Imagine for a moment that you change careers and purchase three lactating cows and a disused rugby field for a farm.
You’ll be in line with most NZ dairy farmers, running a stocking rate of three cows per hectare.
Of course, you’re a pasture-based farmer and feed your cows 100 per cent grass. To ensure your cows are well-fed, you will give each cow 150 square metres of grass per day.
A rugby field is 77 metres wide. Each day you will set up a portable electric fence running from one sideline to the other – essentially giving the cows a block of grass 77 metres by six metres.
Your cows will start in your own in-goal area and the cows will move onto a new block of grass in six-metre increments. After 22 days you will reach the opposition in-goal area.
At which point you will simply take your three cows back to your own in-goal area and do the whole thing again.
Luckily the grass has been growing over those 22 days and there is plenty of new grass available.
At this point, you’ll be feeling quite good about your change in career.
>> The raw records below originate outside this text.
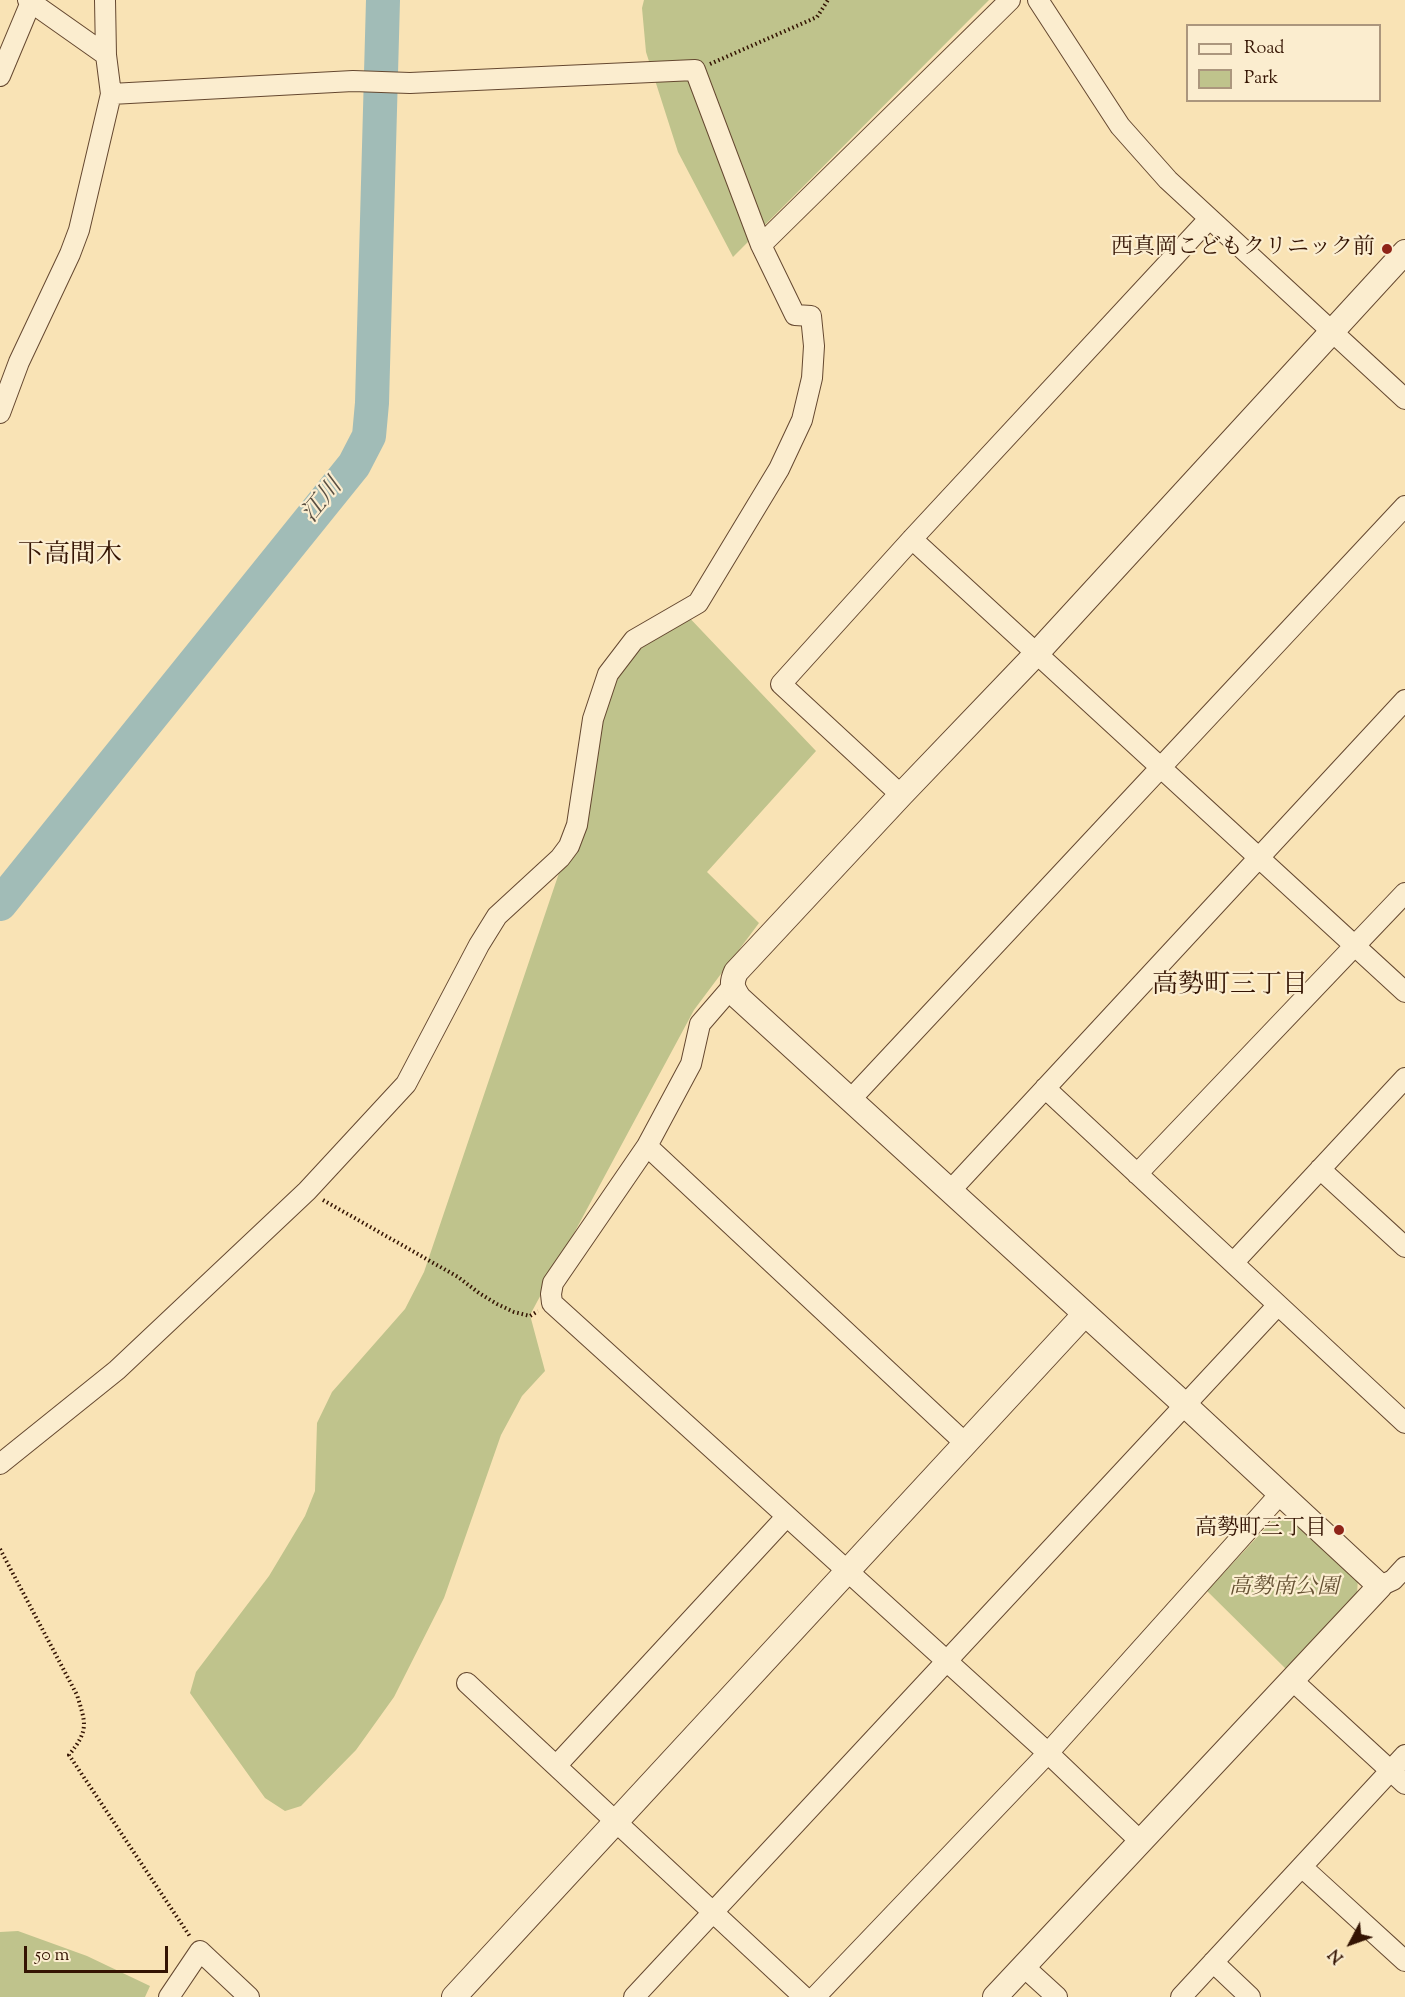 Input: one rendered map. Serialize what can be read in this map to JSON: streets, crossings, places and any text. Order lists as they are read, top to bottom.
{
  "districts": ["下高間木", "高勢町三丁目"],
  "water": ["江川"],
  "parks": ["高勢南公園"],
  "places": ["西真岡こどもクリニック前", "高勢町三丁目"],
  "legend": ["Road", "Park"],
  "scale_bar": "50 m",
  "north": "bottom left"
} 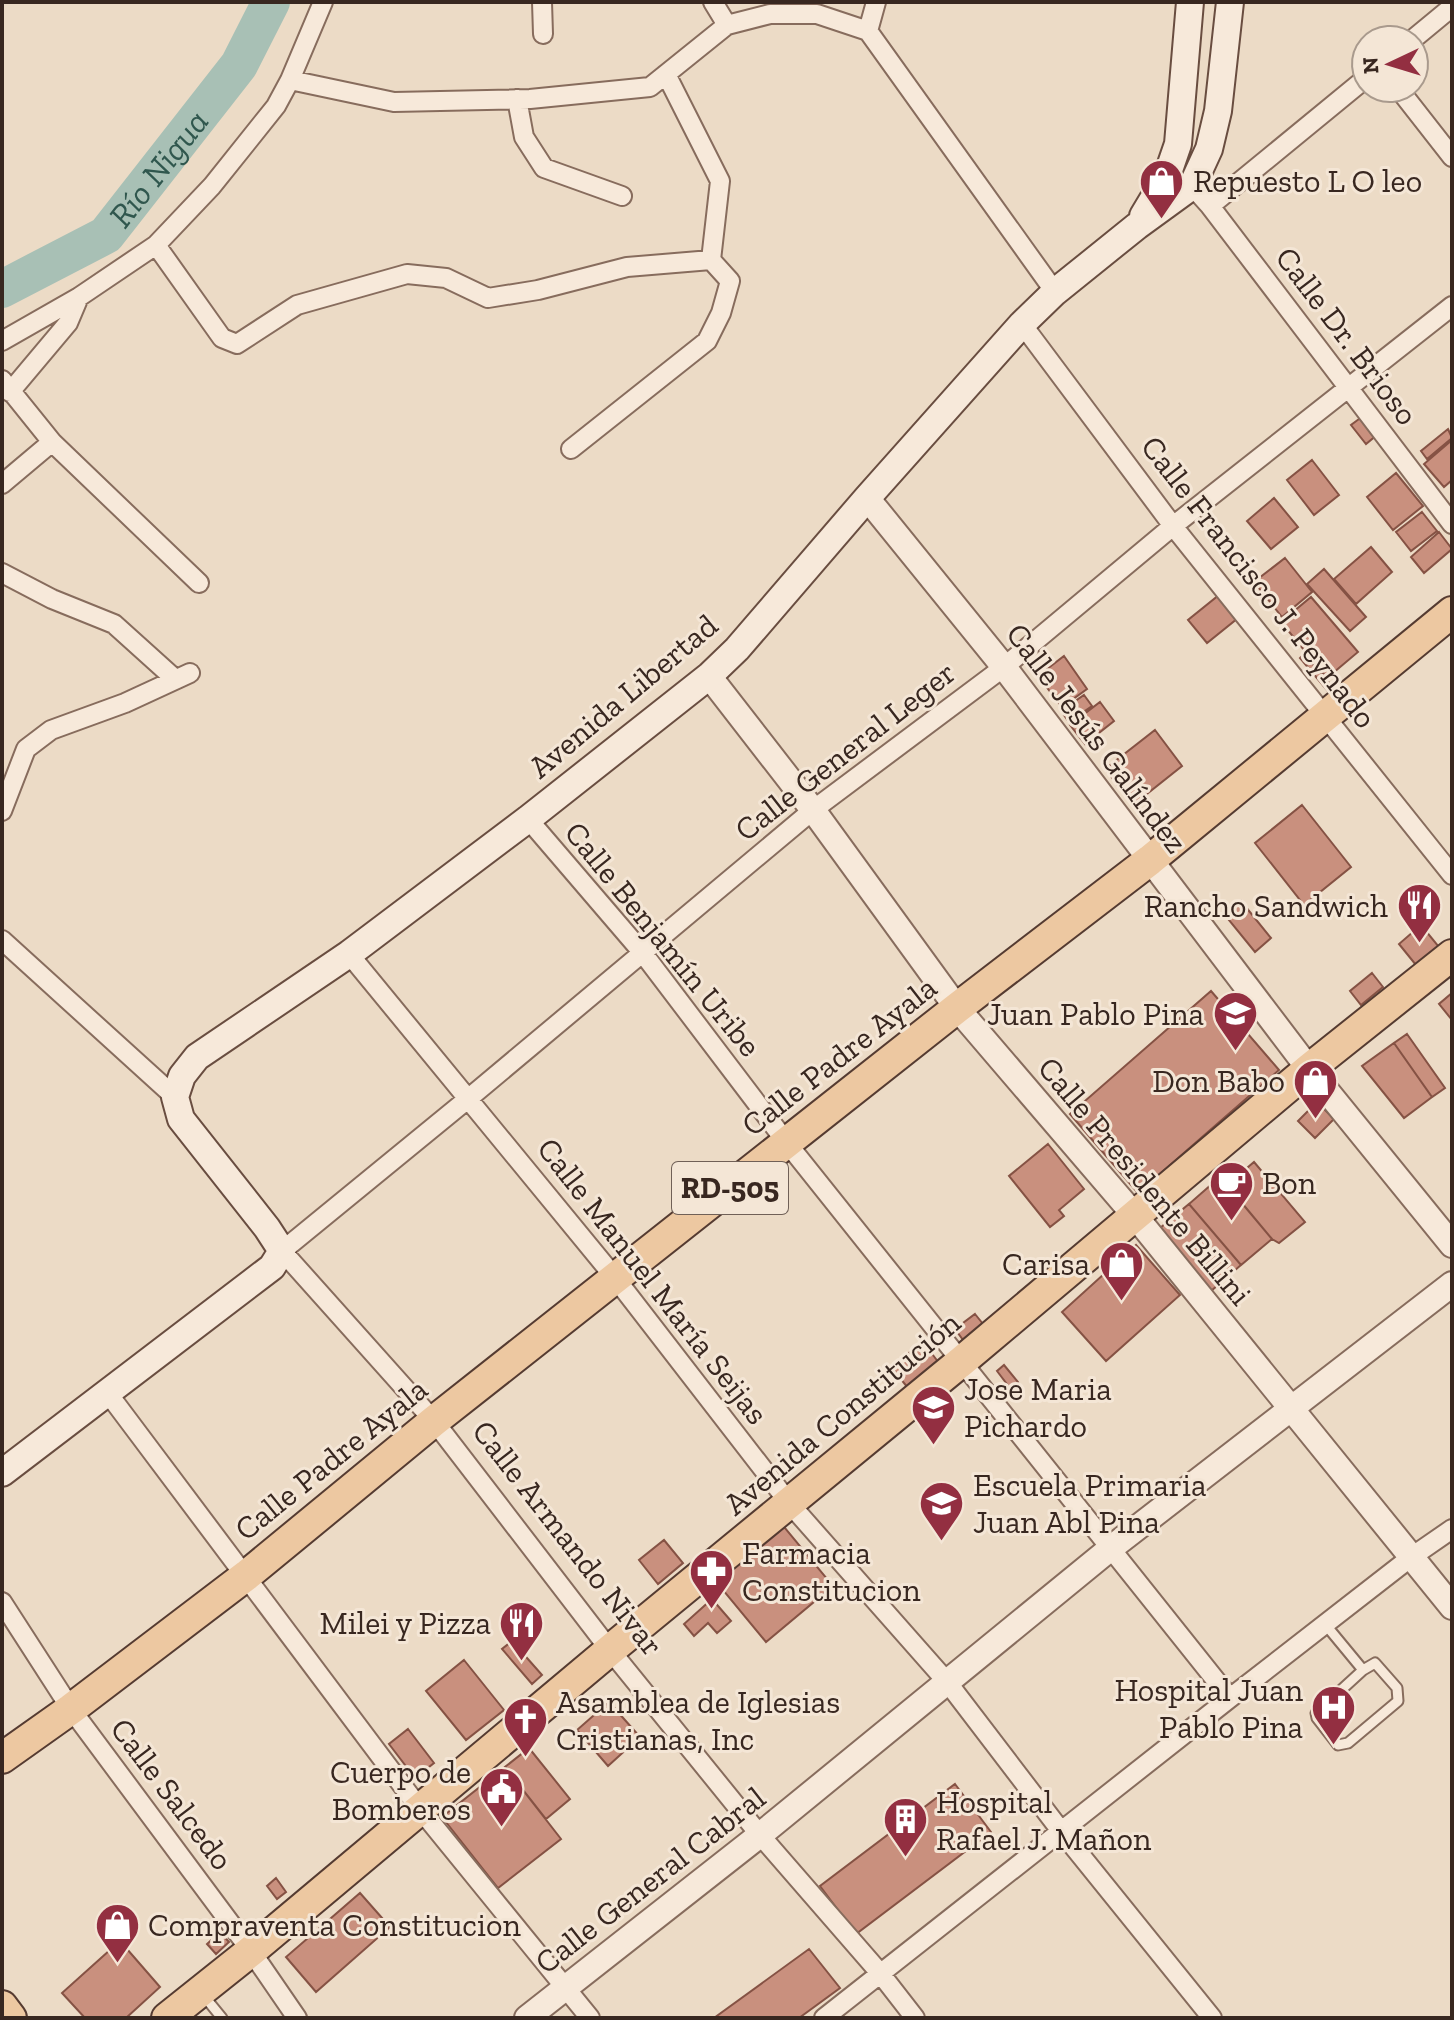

That is until the grass stops growing.
In mid-May when your three cows have reached the opposition end-goal area once again, you’ll look back across the halfway line, past your 22 and into your end-goal and realise there is no new grass for your cows to eat.
The economics are now somewhat different. You now need to feed your three cows for 90 days with no grass growth.
Farmers measure feed in kgs of dry matter per hectare. Dry matter is the content of feed with all the water removed.
During the spring, summer and autumn your three cows have frolicked in a spacious 150sqm of pasture measuring 2500kg dm/ha. If you were to carry on with the same feeding system you would require another four rugby fields of grass to keep your cows fed for the next 90 days.
You could decide to buy in some other feeds and only feed 50 per cent of your cow’s diet in grass. In this case, each cow would get 75sqm and you would only need two extra rugby fields.
Another option is to find a rugby field with very long grass of 3500 kgdm/ha. In this case, you will only need one extra rugby field to see you through the winter and each cow will have 37.5sqm per day.
Why not just do away with grass altogether and feed a cereal crop like oats. A good oat crop will yield 6000 kgdm/ha and the cows will require just one-third of a rugby field and each cow will have 42 sqm per day.
What if you could find an even higher-yielding crop?
A fodder beet crop will yield 20,000kgdm/ha. Now we’re talking.
All you need now is 10 per cent of a rugby field of fodder beet to feed your three cows for 90 days.
You simply plant the opposition end-goal area in fodder beet and there’s no need to buy or find more land at all.
This is great in every way. On those frosty winter days, the cows quickly eat their daily ration and spend the day laying in the sun.
But it’s a different story when it rains as it tends to do in the winter. During the summer months, your cows have enjoyed 150sqm of pasture. Now each cow only requires 4sqm of fodder beet to receive 50 per cent of their diet.
Your 450kg cows quickly turn the wet soil in that 4sqm into mud which doesn’t make for good footage.
But you have options, you could build a feed barn. But your bank manager frowns at a cost of $2900 per cow.
You could build a concrete feed pad. After your cows have eaten their fodder beet you can put the cows onto the concrete for the rest of the day munching on silage. But the cost of $425 per cow plus the extra labour to move the cows on and off the crop every day is still an additional cost.
You look at the many other options for managing your winter feeding. Whichever way you look at it you realise the costs of feeding your three cows for the 90 days over winter is going to increase.
You start to wonder if you paid too much for that rugby field.